What are the lines, copied exactly, from the one containing "Please mark all" through the last line of the records below, both included?

(Stored data entries)
* * * * *

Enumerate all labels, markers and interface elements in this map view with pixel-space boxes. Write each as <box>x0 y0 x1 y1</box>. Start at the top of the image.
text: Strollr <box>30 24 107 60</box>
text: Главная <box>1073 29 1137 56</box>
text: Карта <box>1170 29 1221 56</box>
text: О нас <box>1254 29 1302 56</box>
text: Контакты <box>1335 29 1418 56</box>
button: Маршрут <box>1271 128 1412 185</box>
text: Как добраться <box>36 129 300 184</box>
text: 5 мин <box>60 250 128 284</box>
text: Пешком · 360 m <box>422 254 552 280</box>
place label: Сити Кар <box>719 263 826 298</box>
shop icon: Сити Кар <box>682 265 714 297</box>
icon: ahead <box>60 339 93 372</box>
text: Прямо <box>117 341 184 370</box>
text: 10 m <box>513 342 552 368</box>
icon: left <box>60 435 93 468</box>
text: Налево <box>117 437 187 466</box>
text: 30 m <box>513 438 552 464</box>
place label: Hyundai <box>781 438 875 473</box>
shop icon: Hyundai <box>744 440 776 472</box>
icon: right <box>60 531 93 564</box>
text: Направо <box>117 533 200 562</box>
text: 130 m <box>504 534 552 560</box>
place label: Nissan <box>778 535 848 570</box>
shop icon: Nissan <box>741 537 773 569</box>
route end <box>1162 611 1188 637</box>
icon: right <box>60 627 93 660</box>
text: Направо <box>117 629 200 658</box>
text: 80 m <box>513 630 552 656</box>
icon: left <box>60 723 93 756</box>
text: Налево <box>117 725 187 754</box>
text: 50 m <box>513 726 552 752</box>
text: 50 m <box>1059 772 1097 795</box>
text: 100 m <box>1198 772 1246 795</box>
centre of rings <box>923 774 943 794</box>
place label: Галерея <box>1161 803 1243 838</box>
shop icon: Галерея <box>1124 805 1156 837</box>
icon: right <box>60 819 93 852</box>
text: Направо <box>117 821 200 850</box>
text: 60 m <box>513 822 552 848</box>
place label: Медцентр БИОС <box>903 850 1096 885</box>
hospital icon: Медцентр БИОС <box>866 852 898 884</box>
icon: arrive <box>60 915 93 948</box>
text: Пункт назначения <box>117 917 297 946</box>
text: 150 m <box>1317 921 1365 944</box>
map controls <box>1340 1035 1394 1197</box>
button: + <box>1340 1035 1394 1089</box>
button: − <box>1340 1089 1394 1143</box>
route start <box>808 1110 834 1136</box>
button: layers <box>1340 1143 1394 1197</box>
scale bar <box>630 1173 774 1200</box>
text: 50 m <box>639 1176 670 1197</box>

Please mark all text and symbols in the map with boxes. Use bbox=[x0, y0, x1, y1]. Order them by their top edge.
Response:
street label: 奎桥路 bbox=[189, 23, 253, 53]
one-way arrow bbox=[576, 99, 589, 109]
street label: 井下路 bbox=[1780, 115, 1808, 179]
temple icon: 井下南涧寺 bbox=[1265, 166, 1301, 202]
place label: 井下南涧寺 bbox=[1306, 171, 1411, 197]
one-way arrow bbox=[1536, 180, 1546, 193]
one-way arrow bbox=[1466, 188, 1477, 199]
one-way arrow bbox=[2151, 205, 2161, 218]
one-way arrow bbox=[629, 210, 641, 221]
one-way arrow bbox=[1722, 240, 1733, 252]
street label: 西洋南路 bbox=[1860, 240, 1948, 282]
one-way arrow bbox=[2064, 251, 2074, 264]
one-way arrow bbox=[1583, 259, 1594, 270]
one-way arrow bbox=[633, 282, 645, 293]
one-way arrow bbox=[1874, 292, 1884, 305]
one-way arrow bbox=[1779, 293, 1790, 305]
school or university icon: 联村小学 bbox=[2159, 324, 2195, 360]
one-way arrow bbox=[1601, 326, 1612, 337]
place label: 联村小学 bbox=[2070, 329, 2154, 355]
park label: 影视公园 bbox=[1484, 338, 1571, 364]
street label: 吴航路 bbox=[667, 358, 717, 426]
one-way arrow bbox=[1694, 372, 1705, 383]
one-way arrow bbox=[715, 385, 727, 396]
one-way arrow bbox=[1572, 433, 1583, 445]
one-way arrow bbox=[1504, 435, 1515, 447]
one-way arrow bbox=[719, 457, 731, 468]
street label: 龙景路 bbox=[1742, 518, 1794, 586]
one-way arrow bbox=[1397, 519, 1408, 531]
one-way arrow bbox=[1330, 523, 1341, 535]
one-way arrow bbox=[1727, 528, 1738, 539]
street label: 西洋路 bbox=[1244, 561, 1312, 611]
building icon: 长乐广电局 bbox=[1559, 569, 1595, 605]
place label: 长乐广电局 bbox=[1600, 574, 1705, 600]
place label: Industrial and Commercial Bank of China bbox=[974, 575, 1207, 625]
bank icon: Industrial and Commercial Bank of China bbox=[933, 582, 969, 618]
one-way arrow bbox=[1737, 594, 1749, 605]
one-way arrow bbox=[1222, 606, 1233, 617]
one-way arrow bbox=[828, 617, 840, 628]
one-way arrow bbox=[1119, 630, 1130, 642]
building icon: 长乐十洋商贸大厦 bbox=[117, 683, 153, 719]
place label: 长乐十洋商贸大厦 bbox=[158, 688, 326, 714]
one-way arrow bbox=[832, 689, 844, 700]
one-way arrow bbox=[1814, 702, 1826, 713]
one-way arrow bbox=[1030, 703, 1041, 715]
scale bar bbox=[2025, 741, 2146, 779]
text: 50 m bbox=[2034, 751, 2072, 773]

* * * * *

» **Answer space**:
Please mark all text and symbols in the map with boxes. Use bbox=[x0, y0, x1, y1]. Order them by their top edge.
Response:
street label: 奎桥路 bbox=[189, 23, 253, 53]
one-way arrow bbox=[576, 99, 589, 109]
street label: 井下路 bbox=[1780, 115, 1808, 179]
temple icon: 井下南涧寺 bbox=[1265, 166, 1301, 202]
place label: 井下南涧寺 bbox=[1306, 171, 1411, 197]
one-way arrow bbox=[1536, 180, 1546, 193]
one-way arrow bbox=[1466, 188, 1477, 199]
one-way arrow bbox=[2151, 205, 2161, 218]
one-way arrow bbox=[629, 210, 641, 221]
one-way arrow bbox=[1722, 240, 1733, 252]
street label: 西洋南路 bbox=[1860, 240, 1948, 282]
one-way arrow bbox=[2064, 251, 2074, 264]
one-way arrow bbox=[1583, 259, 1594, 270]
one-way arrow bbox=[633, 282, 645, 293]
one-way arrow bbox=[1874, 292, 1884, 305]
one-way arrow bbox=[1779, 293, 1790, 305]
school or university icon: 联村小学 bbox=[2159, 324, 2195, 360]
one-way arrow bbox=[1601, 326, 1612, 337]
place label: 联村小学 bbox=[2070, 329, 2154, 355]
park label: 影视公园 bbox=[1484, 338, 1571, 364]
street label: 吴航路 bbox=[667, 358, 717, 426]
one-way arrow bbox=[1694, 372, 1705, 383]
one-way arrow bbox=[715, 385, 727, 396]
one-way arrow bbox=[1572, 433, 1583, 445]
one-way arrow bbox=[1504, 435, 1515, 447]
one-way arrow bbox=[719, 457, 731, 468]
street label: 龙景路 bbox=[1742, 518, 1794, 586]
one-way arrow bbox=[1397, 519, 1408, 531]
one-way arrow bbox=[1330, 523, 1341, 535]
one-way arrow bbox=[1727, 528, 1738, 539]
street label: 西洋路 bbox=[1244, 561, 1312, 611]
building icon: 长乐广电局 bbox=[1559, 569, 1595, 605]
place label: 长乐广电局 bbox=[1600, 574, 1705, 600]
place label: Industrial and Commercial Bank of China bbox=[974, 575, 1207, 625]
bank icon: Industrial and Commercial Bank of China bbox=[933, 582, 969, 618]
one-way arrow bbox=[1737, 594, 1749, 605]
one-way arrow bbox=[1222, 606, 1233, 617]
one-way arrow bbox=[828, 617, 840, 628]
one-way arrow bbox=[1119, 630, 1130, 642]
building icon: 长乐十洋商贸大厦 bbox=[117, 683, 153, 719]
place label: 长乐十洋商贸大厦 bbox=[158, 688, 326, 714]
one-way arrow bbox=[832, 689, 844, 700]
one-way arrow bbox=[1814, 702, 1826, 713]
one-way arrow bbox=[1030, 703, 1041, 715]
scale bar bbox=[2025, 741, 2146, 779]
text: 50 m bbox=[2034, 751, 2072, 773]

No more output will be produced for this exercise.